◆ TASK BRIEF:
Look through the lines below and copy each one that includes "controls".

Collected data
####################

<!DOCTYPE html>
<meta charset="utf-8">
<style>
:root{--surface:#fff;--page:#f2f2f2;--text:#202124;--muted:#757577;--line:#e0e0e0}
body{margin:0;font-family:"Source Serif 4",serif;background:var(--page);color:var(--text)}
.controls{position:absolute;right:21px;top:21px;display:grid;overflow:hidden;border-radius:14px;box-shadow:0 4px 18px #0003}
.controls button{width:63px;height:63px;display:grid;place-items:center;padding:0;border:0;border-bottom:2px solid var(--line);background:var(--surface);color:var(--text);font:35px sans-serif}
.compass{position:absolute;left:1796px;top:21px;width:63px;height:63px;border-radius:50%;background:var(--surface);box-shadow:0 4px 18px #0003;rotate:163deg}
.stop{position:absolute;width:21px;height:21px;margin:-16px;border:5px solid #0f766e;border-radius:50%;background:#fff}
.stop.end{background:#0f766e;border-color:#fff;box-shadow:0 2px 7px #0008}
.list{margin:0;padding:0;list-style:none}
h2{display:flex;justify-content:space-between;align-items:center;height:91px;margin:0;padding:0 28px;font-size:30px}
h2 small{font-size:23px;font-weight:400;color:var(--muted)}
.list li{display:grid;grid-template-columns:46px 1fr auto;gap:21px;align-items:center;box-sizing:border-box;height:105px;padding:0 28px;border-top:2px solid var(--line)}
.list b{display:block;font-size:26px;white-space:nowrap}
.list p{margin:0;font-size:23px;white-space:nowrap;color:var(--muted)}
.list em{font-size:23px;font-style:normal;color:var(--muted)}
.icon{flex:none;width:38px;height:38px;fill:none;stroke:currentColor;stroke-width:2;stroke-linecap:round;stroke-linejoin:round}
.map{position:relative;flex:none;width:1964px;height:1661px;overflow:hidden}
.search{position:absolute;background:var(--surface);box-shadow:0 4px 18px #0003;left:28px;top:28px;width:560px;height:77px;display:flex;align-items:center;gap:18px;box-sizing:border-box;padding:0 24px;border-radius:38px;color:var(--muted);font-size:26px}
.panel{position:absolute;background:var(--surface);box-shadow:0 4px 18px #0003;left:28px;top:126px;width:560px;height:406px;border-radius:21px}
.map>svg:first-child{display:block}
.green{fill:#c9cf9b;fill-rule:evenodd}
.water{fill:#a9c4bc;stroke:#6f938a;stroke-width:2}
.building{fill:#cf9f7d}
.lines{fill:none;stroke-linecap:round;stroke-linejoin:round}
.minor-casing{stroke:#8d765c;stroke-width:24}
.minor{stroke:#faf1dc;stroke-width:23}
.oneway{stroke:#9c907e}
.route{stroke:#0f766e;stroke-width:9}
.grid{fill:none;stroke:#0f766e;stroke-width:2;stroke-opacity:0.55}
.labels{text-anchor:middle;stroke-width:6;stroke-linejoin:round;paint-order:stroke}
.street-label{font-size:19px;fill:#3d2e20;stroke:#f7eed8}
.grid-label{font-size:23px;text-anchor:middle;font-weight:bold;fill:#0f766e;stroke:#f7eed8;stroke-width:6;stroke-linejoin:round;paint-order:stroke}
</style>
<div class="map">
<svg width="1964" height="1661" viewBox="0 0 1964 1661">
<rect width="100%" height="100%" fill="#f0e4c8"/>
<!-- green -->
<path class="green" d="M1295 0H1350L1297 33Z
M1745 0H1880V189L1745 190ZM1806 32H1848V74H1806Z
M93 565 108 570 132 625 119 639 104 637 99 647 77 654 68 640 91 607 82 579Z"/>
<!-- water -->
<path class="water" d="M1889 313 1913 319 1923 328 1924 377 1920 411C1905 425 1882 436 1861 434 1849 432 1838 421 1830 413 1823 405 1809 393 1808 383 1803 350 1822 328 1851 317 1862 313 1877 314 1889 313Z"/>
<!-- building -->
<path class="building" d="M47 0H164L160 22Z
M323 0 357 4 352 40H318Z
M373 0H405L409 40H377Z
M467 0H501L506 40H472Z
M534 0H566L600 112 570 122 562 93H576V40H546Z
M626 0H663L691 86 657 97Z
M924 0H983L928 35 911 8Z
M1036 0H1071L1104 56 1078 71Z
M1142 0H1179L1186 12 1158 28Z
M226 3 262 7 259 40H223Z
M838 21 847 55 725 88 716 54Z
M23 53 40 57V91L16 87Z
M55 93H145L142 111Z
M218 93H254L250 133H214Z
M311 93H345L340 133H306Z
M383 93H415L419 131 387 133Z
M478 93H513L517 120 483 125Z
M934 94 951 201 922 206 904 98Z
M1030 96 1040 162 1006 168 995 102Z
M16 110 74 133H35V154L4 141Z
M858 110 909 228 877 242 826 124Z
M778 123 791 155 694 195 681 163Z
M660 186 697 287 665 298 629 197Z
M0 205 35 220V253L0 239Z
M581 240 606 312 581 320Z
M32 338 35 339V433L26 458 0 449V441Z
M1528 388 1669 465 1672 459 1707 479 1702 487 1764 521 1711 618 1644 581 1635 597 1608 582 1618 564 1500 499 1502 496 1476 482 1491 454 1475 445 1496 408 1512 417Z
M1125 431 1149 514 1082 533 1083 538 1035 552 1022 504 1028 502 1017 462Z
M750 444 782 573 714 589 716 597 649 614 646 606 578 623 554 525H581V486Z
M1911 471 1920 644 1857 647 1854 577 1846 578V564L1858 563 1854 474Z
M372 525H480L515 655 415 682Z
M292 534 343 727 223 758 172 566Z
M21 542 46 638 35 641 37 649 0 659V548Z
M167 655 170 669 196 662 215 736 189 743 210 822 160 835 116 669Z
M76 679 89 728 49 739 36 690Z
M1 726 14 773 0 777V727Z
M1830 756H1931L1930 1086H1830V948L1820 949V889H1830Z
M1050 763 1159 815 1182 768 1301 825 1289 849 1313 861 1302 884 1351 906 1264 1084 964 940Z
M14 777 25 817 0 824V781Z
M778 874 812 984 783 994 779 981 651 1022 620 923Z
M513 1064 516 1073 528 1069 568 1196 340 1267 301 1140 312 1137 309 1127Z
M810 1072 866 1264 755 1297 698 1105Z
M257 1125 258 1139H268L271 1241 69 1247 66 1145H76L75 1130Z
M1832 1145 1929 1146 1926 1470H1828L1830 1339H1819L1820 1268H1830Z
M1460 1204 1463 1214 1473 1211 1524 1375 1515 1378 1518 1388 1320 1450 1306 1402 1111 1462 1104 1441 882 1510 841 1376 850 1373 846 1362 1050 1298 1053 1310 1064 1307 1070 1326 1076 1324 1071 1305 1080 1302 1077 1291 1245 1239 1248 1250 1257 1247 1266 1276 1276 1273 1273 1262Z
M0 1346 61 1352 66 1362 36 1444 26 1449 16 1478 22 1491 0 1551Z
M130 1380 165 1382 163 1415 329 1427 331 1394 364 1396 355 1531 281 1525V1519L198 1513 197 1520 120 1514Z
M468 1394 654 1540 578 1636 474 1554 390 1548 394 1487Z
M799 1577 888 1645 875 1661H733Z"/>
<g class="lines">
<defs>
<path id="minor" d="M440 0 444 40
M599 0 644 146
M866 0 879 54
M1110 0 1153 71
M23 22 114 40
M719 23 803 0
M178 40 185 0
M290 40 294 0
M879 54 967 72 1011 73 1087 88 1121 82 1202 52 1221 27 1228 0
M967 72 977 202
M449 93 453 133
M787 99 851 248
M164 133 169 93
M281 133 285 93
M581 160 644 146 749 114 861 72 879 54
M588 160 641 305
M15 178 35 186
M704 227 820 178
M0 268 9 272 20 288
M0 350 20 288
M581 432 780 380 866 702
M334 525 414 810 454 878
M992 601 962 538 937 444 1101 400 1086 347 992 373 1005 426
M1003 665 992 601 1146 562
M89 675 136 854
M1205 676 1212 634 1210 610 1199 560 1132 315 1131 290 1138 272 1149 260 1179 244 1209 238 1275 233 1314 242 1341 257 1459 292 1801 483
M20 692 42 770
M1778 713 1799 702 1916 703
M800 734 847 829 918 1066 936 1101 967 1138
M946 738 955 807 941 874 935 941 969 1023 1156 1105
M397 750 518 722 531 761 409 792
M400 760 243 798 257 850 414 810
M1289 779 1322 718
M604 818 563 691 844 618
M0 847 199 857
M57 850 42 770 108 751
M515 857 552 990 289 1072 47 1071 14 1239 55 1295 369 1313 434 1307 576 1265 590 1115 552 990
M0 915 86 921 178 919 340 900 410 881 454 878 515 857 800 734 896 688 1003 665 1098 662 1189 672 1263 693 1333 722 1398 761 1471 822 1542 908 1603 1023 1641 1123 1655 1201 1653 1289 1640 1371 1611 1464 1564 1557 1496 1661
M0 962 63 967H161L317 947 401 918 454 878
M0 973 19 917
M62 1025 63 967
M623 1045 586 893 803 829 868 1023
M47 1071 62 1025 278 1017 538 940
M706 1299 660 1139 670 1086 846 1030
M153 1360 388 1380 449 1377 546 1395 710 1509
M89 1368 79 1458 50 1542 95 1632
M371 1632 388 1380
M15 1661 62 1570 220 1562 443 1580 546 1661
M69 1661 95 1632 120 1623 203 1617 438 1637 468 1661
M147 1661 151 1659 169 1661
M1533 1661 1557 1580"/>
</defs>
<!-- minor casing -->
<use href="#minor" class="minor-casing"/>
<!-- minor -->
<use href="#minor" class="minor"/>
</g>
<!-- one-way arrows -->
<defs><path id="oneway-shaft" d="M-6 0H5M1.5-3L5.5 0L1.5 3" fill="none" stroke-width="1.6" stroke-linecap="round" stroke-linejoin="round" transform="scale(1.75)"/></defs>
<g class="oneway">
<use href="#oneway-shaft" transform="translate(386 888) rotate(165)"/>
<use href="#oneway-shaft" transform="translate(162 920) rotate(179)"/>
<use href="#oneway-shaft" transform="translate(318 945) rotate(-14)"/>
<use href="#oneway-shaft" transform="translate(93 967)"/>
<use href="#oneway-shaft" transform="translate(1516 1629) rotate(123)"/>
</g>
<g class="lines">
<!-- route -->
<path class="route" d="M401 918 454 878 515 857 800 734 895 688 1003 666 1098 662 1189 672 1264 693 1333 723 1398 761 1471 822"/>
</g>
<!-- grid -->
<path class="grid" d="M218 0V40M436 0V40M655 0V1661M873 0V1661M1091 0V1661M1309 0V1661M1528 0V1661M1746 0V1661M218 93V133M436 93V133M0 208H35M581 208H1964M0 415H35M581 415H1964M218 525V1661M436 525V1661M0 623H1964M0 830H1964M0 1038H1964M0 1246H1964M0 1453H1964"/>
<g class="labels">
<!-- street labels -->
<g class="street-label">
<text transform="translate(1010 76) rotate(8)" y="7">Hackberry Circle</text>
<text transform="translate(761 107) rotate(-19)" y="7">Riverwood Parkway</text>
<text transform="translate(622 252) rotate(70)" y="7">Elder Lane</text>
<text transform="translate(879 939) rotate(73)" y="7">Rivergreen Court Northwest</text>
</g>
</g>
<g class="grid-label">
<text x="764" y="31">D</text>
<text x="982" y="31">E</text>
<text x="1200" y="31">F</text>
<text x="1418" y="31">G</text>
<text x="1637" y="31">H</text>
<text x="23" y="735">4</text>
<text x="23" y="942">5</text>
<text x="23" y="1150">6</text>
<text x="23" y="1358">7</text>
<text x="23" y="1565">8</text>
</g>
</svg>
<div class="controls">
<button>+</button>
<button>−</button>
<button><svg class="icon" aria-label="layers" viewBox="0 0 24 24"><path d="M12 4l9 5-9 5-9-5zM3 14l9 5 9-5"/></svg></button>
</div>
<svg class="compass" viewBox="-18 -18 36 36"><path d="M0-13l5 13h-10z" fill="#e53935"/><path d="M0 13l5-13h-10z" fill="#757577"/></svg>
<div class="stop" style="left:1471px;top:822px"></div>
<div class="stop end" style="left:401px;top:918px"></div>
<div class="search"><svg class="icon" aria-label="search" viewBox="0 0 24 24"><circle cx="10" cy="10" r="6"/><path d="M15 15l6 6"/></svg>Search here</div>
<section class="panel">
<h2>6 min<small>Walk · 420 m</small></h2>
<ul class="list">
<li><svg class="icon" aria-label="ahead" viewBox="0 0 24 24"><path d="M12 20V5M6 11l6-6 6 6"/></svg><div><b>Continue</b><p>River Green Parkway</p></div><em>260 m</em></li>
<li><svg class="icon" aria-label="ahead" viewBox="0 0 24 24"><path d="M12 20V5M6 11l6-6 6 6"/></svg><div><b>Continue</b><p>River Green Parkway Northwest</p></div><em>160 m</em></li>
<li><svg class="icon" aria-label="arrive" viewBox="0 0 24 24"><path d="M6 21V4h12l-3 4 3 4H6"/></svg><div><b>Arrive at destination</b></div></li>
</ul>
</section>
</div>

####################

◆ FINISHED TASK:
.controls{position:absolute;right:21px;top:21px;display:grid;overflow:hidden;border-radius:14px;box-shadow:0 4px 18px #0003}
.controls button{width:63px;height:63px;display:grid;place-items:center;padding:0;border:0;border-bottom:2px solid var(--line);background:var(--surface);color:var(--text);font:35px sans-serif}
<div class="controls">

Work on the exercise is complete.